> **Task**: From the entries that follow, reproduce exactly and only the lines from the line with "Quick job: Parse" to the line with "Instruction: Transcribe the", endpoints included.

[Stored data]
******

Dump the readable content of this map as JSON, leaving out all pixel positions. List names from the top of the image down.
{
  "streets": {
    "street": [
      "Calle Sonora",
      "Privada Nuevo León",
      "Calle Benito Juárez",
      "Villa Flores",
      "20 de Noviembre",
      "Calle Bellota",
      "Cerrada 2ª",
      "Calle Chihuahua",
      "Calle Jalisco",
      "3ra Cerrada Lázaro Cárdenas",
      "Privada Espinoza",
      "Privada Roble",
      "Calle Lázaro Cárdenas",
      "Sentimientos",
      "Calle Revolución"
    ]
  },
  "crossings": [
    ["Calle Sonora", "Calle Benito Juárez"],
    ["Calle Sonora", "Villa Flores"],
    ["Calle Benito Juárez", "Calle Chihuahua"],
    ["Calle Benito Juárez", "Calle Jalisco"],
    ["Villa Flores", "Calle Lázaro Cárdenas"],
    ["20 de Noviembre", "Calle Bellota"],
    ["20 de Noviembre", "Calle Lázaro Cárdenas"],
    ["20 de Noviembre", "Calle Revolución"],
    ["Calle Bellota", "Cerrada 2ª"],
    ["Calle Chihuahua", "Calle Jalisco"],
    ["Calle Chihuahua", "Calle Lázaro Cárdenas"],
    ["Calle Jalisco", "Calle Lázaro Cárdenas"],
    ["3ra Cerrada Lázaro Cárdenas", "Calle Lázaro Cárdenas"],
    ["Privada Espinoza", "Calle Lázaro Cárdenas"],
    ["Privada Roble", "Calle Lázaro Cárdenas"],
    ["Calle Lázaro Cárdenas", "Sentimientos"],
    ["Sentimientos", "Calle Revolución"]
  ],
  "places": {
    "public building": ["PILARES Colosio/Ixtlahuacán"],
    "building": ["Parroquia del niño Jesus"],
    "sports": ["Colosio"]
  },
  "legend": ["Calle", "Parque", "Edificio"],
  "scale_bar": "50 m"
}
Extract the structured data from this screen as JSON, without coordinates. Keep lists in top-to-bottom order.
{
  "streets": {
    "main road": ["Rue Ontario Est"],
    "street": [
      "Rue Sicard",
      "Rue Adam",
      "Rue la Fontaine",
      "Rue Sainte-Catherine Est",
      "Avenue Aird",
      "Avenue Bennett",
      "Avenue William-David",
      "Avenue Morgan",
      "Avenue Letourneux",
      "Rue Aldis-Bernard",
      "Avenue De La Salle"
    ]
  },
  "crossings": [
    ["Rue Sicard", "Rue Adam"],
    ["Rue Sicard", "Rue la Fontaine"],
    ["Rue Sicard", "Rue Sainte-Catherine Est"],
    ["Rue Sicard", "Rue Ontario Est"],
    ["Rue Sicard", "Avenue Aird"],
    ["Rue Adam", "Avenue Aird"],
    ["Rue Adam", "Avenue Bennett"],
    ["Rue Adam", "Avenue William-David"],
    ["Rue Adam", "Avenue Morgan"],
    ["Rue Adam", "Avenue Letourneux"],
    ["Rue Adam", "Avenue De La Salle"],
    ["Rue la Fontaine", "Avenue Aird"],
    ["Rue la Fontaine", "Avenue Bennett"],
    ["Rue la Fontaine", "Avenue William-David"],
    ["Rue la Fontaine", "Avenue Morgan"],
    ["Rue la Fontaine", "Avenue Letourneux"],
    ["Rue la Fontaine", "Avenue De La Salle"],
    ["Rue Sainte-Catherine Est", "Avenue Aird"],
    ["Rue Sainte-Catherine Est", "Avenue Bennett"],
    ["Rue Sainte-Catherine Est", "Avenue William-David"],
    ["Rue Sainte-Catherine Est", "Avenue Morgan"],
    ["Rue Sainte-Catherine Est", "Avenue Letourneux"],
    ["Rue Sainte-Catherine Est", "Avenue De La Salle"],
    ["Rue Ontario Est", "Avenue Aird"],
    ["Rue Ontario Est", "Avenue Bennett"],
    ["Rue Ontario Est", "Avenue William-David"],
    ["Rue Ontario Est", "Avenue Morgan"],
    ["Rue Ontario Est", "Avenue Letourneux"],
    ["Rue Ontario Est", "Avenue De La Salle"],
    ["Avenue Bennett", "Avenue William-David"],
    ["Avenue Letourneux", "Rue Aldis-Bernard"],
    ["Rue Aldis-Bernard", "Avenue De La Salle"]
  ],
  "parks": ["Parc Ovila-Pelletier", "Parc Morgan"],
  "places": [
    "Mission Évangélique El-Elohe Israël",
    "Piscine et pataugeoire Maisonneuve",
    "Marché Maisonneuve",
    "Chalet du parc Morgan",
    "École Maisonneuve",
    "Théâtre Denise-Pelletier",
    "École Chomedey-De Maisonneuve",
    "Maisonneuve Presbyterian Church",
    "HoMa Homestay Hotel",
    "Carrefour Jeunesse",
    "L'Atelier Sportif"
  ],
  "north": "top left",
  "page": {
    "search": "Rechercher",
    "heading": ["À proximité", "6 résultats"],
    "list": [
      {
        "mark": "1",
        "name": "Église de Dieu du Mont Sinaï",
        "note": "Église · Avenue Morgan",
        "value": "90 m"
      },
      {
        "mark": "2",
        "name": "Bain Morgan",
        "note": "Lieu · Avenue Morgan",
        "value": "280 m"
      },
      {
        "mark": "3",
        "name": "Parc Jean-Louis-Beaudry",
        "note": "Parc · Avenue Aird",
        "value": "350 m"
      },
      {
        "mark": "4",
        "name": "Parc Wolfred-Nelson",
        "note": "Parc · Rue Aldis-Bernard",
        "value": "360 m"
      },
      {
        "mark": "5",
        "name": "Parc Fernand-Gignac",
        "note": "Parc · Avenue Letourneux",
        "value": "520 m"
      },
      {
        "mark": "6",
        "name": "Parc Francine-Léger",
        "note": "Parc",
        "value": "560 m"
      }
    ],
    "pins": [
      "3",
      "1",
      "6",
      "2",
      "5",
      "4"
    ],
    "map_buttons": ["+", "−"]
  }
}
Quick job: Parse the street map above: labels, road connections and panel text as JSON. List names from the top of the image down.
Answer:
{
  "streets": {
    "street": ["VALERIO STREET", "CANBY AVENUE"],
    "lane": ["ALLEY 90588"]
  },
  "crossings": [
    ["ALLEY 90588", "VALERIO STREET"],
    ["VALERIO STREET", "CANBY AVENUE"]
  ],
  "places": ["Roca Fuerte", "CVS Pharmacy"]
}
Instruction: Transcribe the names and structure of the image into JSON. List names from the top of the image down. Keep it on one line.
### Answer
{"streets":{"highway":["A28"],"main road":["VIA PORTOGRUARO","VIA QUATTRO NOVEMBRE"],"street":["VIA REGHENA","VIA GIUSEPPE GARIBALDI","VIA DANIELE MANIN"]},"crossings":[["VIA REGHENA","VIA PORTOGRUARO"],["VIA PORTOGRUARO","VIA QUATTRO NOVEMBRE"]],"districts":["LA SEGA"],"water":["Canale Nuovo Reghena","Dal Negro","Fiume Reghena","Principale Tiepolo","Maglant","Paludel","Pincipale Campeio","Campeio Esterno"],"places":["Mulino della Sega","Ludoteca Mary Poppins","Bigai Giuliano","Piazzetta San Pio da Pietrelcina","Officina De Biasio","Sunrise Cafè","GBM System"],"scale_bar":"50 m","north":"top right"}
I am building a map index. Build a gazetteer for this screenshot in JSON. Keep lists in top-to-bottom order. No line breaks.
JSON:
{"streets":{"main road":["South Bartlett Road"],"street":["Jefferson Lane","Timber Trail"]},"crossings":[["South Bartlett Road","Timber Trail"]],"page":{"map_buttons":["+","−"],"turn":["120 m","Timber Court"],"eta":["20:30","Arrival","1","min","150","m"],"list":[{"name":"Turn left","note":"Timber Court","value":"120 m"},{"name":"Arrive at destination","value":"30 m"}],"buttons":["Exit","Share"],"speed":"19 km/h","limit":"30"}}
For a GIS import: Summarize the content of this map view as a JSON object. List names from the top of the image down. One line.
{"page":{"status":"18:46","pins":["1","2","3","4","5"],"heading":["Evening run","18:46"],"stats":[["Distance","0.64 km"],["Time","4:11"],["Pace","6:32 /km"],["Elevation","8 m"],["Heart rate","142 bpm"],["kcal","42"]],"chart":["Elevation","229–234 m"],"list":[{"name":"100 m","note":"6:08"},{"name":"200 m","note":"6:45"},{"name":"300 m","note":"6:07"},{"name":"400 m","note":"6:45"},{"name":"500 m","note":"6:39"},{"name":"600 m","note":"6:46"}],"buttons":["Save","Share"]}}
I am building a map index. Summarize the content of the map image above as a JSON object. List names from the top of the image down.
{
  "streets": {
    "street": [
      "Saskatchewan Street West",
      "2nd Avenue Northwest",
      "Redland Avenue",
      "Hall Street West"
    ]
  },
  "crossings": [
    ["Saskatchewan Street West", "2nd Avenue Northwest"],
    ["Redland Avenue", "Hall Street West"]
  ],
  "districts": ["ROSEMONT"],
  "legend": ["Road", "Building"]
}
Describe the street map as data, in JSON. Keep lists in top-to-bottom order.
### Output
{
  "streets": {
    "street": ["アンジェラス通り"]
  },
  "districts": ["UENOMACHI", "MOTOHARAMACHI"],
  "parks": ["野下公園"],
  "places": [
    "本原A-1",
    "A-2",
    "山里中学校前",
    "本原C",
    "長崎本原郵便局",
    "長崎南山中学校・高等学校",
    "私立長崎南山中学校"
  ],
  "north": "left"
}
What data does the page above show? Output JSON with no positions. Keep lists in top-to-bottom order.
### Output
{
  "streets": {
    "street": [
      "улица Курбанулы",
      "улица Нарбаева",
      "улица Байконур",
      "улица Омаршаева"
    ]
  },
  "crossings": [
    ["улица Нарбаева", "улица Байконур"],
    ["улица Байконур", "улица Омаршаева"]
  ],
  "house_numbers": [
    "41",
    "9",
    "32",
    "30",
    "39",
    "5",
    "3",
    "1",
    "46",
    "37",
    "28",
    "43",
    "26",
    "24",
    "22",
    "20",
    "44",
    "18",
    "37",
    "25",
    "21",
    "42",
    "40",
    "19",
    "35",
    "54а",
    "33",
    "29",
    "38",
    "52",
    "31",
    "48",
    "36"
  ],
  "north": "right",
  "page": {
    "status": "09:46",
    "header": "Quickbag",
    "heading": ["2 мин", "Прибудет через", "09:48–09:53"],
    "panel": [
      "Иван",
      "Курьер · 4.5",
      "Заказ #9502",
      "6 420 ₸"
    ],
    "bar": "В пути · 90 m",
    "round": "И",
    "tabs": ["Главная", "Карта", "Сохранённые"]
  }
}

******

> **Solution for this exercise**:
Quick job: Parse the street map above: labels, road connections and panel text as JSON. List names from the top of the image down.
Answer:
{
  "streets": {
    "street": ["VALERIO STREET", "CANBY AVENUE"],
    "lane": ["ALLEY 90588"]
  },
  "crossings": [
    ["ALLEY 90588", "VALERIO STREET"],
    ["VALERIO STREET", "CANBY AVENUE"]
  ],
  "places": ["Roca Fuerte", "CVS Pharmacy"]
}
Instruction: Transcribe the names and structure of the image into JSON. List names from the top of the image down. Keep it on one line.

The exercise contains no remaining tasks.